**REQUIRED WORK**
If a line in the data contains "JSON", copy it out.
↓↓↓
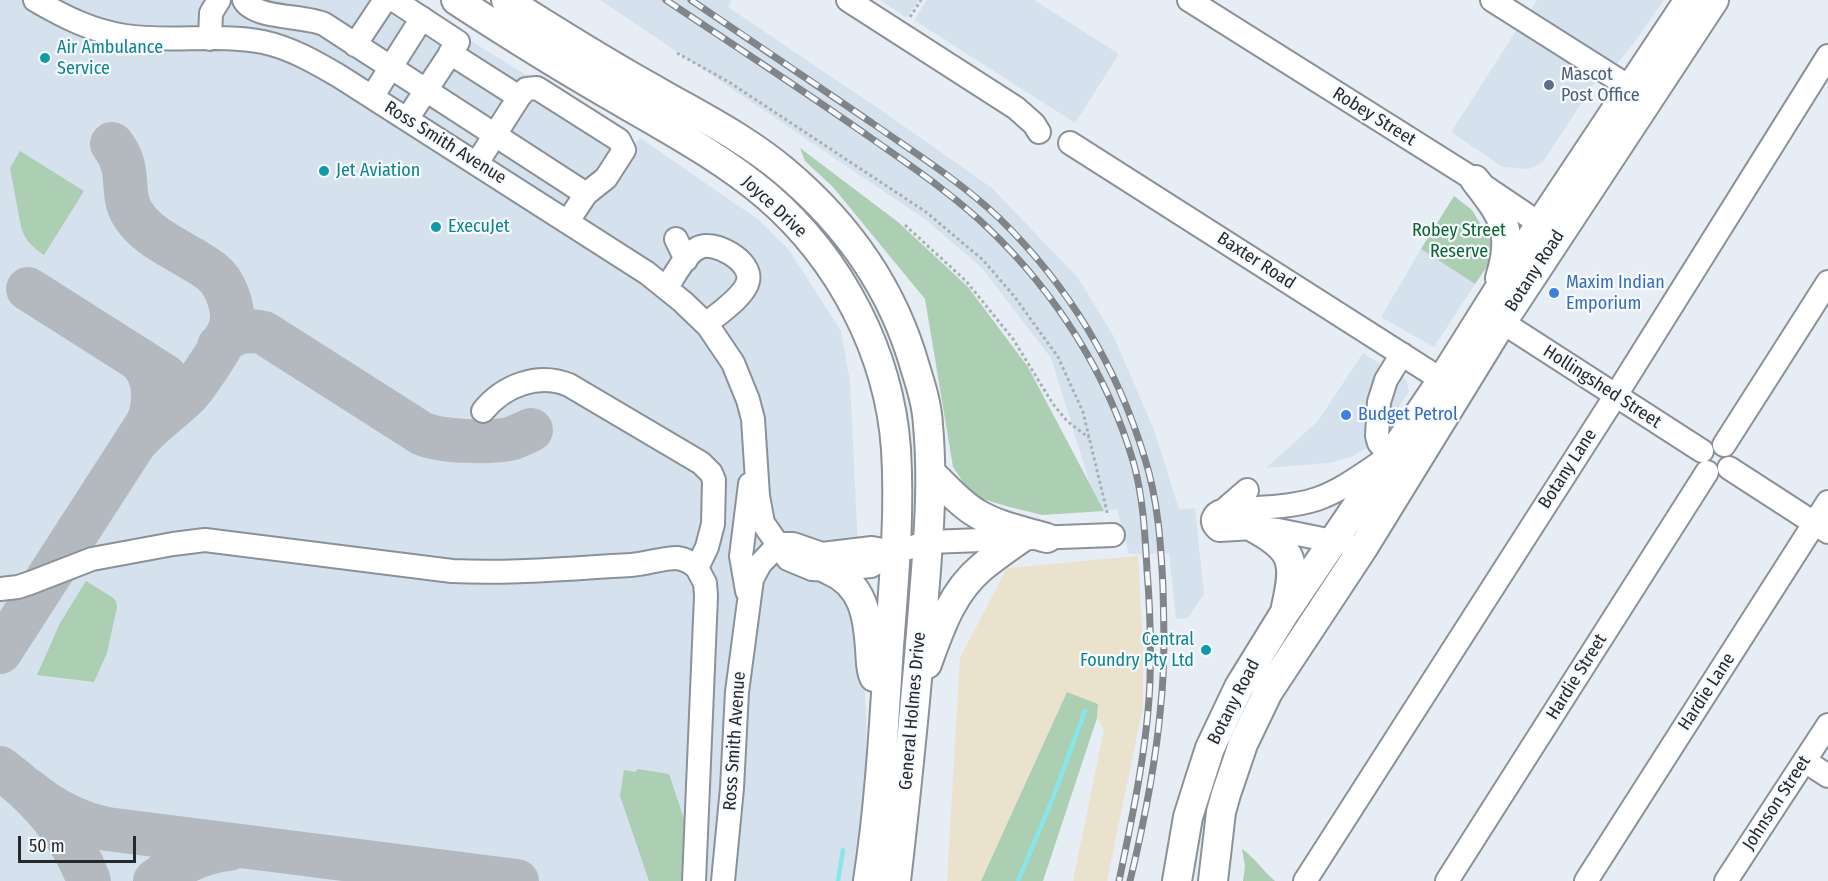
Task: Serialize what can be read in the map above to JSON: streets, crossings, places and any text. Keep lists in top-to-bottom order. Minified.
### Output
{"streets":{"main road":["Joyce Drive","Botany Road","General Holmes Drive"],"street":["Robey Street","Ross Smith Avenue","Baxter Road","Hollingshed Street","Botany Lane","Hardie Street","Hardie Lane","Johnson Street"]},"crossings":[["Robey Street","Botany Road"],["Ross Smith Avenue","Joyce Drive"],["Ross Smith Avenue","General Holmes Drive"],["Joyce Drive","General Holmes Drive"],["Baxter Road","Botany Road"],["Botany Road","Hollingshed Street"],["Hollingshed Street","Botany Lane"],["Hollingshed Street","Hardie Street"],["Hollingshed Street","Hardie Lane"]],"parks":["Robey Street Reserve"],"places":["Air Ambulance Service","Mascot Post Office","Jet Aviation","ExecuJet","Maxim Indian Emporium","Budget Petrol","Central Foundry Pty Ltd"],"scale_bar":"50 m"}
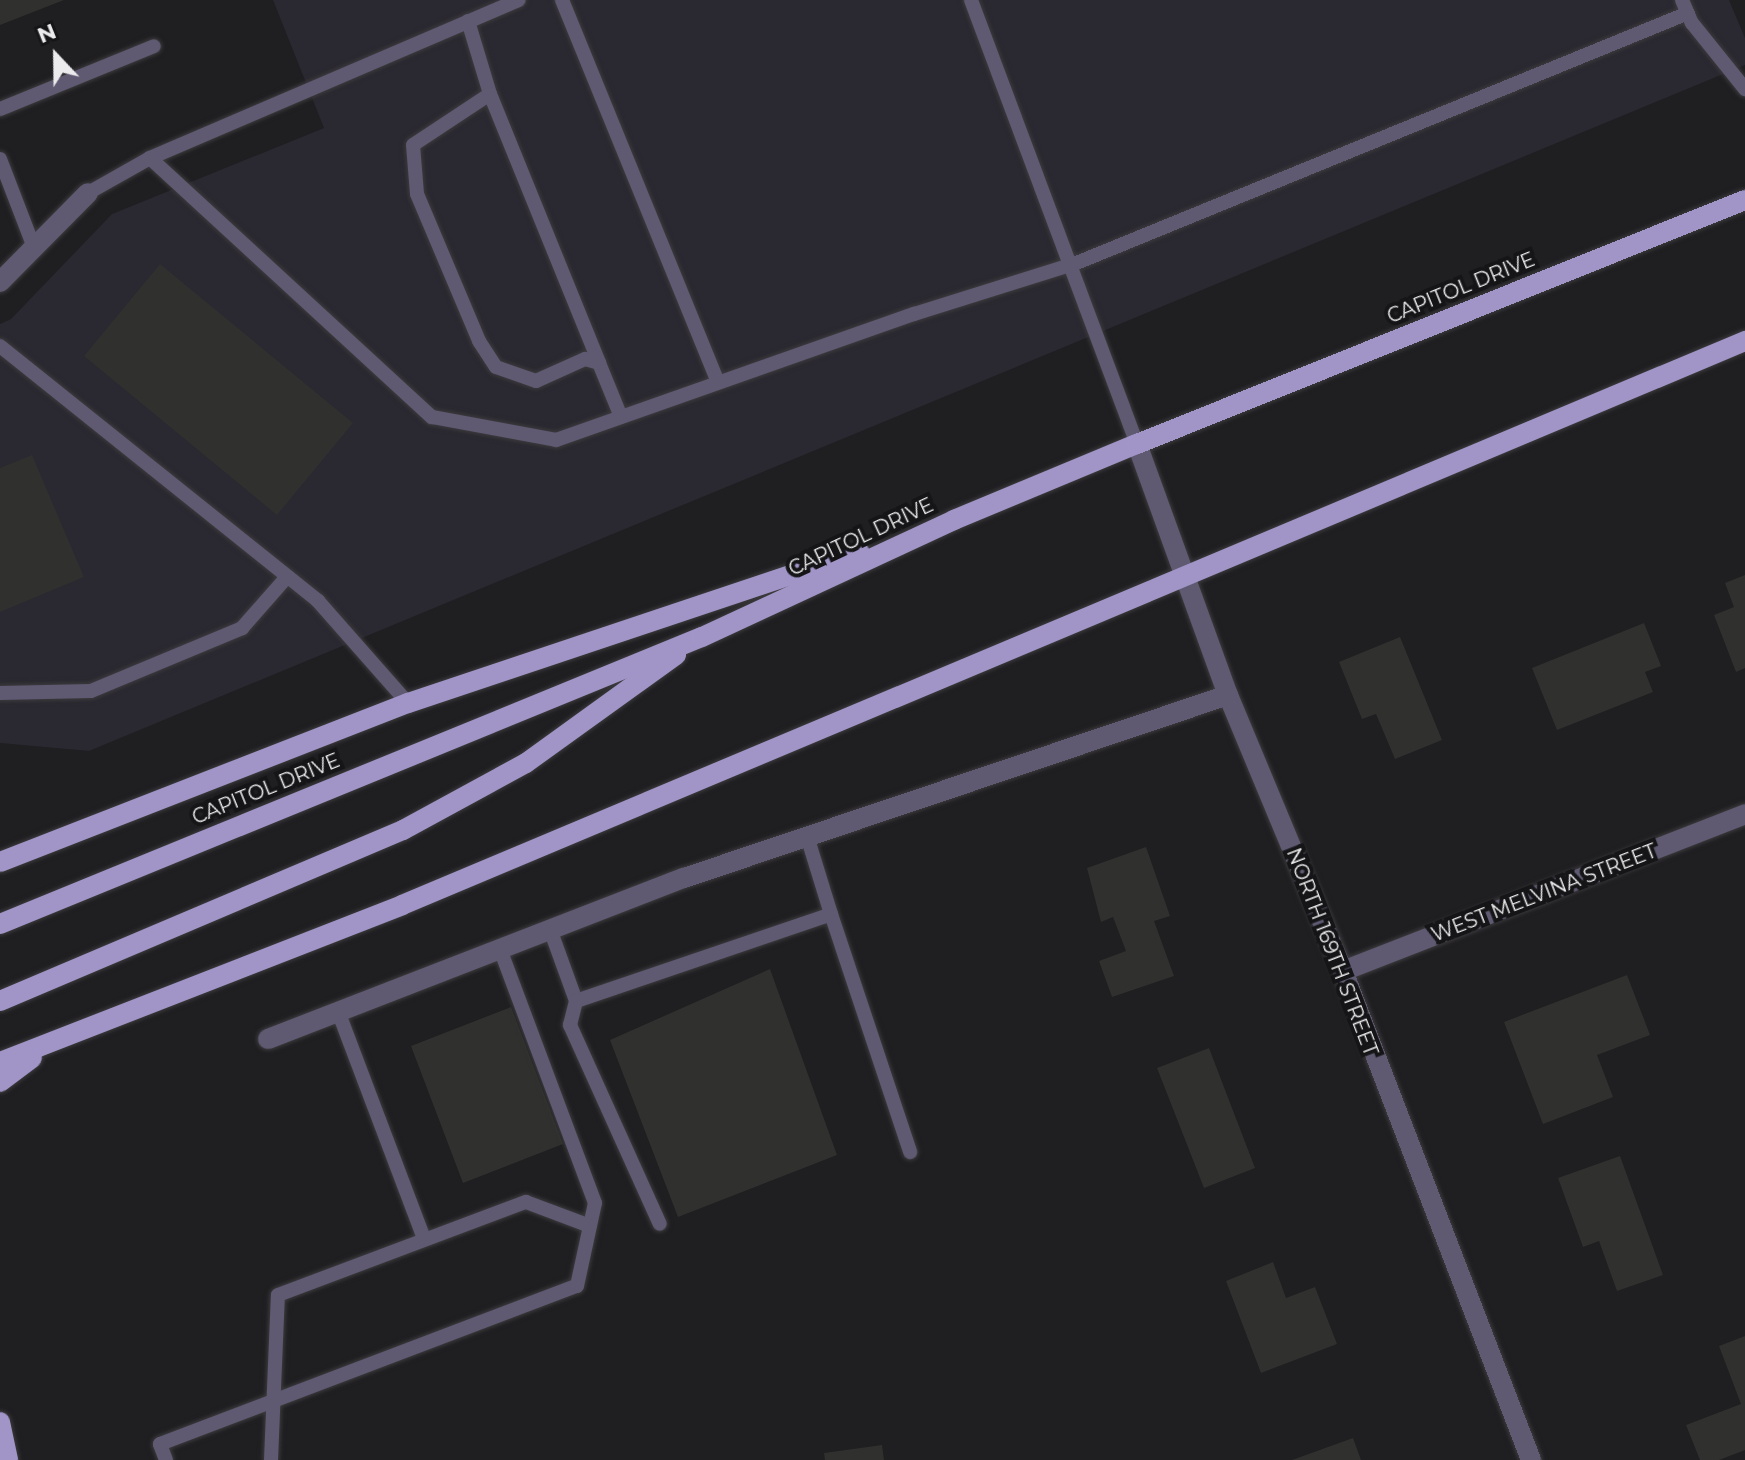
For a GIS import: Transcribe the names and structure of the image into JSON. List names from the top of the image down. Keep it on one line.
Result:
{"streets":{"main road":["CAPITOL DRIVE"],"street":["WEST MELVINA STREET","NORTH 169TH STREET"]},"crossings":[["CAPITOL DRIVE","NORTH 169TH STREET"],["WEST MELVINA STREET","NORTH 169TH STREET"]],"north":"top"}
↑↑↑
**RESULT BELOW**
Task: Serialize what can be read in the map above to JSON: streets, crossings, places and any text. Keep lists in top-to-bottom order. Minified.
For a GIS import: Transcribe the names and structure of the image into JSON. List names from the top of the image down. Keep it on one line.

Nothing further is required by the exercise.